§ **RECORDED INFORMATION**:
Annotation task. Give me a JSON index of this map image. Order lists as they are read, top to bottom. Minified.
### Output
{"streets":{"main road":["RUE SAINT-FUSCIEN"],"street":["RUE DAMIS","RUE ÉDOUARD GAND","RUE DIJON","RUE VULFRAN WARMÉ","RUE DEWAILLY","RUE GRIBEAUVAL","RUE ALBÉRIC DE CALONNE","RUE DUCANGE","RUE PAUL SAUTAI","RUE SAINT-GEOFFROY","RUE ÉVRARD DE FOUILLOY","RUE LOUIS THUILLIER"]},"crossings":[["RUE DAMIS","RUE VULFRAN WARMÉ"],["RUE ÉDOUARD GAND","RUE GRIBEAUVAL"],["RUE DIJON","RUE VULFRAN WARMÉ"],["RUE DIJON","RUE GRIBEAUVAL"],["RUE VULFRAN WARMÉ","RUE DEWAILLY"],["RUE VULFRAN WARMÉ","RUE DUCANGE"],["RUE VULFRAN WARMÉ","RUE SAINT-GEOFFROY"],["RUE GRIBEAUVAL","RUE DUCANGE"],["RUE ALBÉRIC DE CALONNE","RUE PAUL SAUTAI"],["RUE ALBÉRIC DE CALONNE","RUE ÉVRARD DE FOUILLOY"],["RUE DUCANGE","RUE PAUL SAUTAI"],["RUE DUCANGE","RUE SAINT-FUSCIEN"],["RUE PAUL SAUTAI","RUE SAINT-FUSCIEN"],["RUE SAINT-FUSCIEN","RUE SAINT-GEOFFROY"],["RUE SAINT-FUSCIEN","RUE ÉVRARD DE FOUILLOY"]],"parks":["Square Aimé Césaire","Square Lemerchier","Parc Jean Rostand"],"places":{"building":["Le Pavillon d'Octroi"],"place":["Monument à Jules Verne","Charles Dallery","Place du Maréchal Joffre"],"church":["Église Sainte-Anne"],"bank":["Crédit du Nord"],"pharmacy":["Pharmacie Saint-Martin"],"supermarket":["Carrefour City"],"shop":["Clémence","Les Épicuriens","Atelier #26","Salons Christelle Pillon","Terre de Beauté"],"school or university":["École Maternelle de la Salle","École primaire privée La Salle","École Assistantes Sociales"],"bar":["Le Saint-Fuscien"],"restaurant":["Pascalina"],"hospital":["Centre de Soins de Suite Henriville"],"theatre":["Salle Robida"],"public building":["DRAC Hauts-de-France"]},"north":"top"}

§ **YOUR GOAL**: When you repeat the data, keep each line exactly as given.

§ **ANSWER SECTION**:
Annotation task. Give me a JSON index of this map image. Order lists as they are read, top to bottom. Minified.
### Output
{"streets":{"main road":["RUE SAINT-FUSCIEN"],"street":["RUE DAMIS","RUE ÉDOUARD GAND","RUE DIJON","RUE VULFRAN WARMÉ","RUE DEWAILLY","RUE GRIBEAUVAL","RUE ALBÉRIC DE CALONNE","RUE DUCANGE","RUE PAUL SAUTAI","RUE SAINT-GEOFFROY","RUE ÉVRARD DE FOUILLOY","RUE LOUIS THUILLIER"]},"crossings":[["RUE DAMIS","RUE VULFRAN WARMÉ"],["RUE ÉDOUARD GAND","RUE GRIBEAUVAL"],["RUE DIJON","RUE VULFRAN WARMÉ"],["RUE DIJON","RUE GRIBEAUVAL"],["RUE VULFRAN WARMÉ","RUE DEWAILLY"],["RUE VULFRAN WARMÉ","RUE DUCANGE"],["RUE VULFRAN WARMÉ","RUE SAINT-GEOFFROY"],["RUE GRIBEAUVAL","RUE DUCANGE"],["RUE ALBÉRIC DE CALONNE","RUE PAUL SAUTAI"],["RUE ALBÉRIC DE CALONNE","RUE ÉVRARD DE FOUILLOY"],["RUE DUCANGE","RUE PAUL SAUTAI"],["RUE DUCANGE","RUE SAINT-FUSCIEN"],["RUE PAUL SAUTAI","RUE SAINT-FUSCIEN"],["RUE SAINT-FUSCIEN","RUE SAINT-GEOFFROY"],["RUE SAINT-FUSCIEN","RUE ÉVRARD DE FOUILLOY"]],"parks":["Square Aimé Césaire","Square Lemerchier","Parc Jean Rostand"],"places":{"building":["Le Pavillon d'Octroi"],"place":["Monument à Jules Verne","Charles Dallery","Place du Maréchal Joffre"],"church":["Église Sainte-Anne"],"bank":["Crédit du Nord"],"pharmacy":["Pharmacie Saint-Martin"],"supermarket":["Carrefour City"],"shop":["Clémence","Les Épicuriens","Atelier #26","Salons Christelle Pillon","Terre de Beauté"],"school or university":["École Maternelle de la Salle","École primaire privée La Salle","École Assistantes Sociales"],"bar":["Le Saint-Fuscien"],"restaurant":["Pascalina"],"hospital":["Centre de Soins de Suite Henriville"],"theatre":["Salle Robida"],"public building":["DRAC Hauts-de-France"]},"north":"top"}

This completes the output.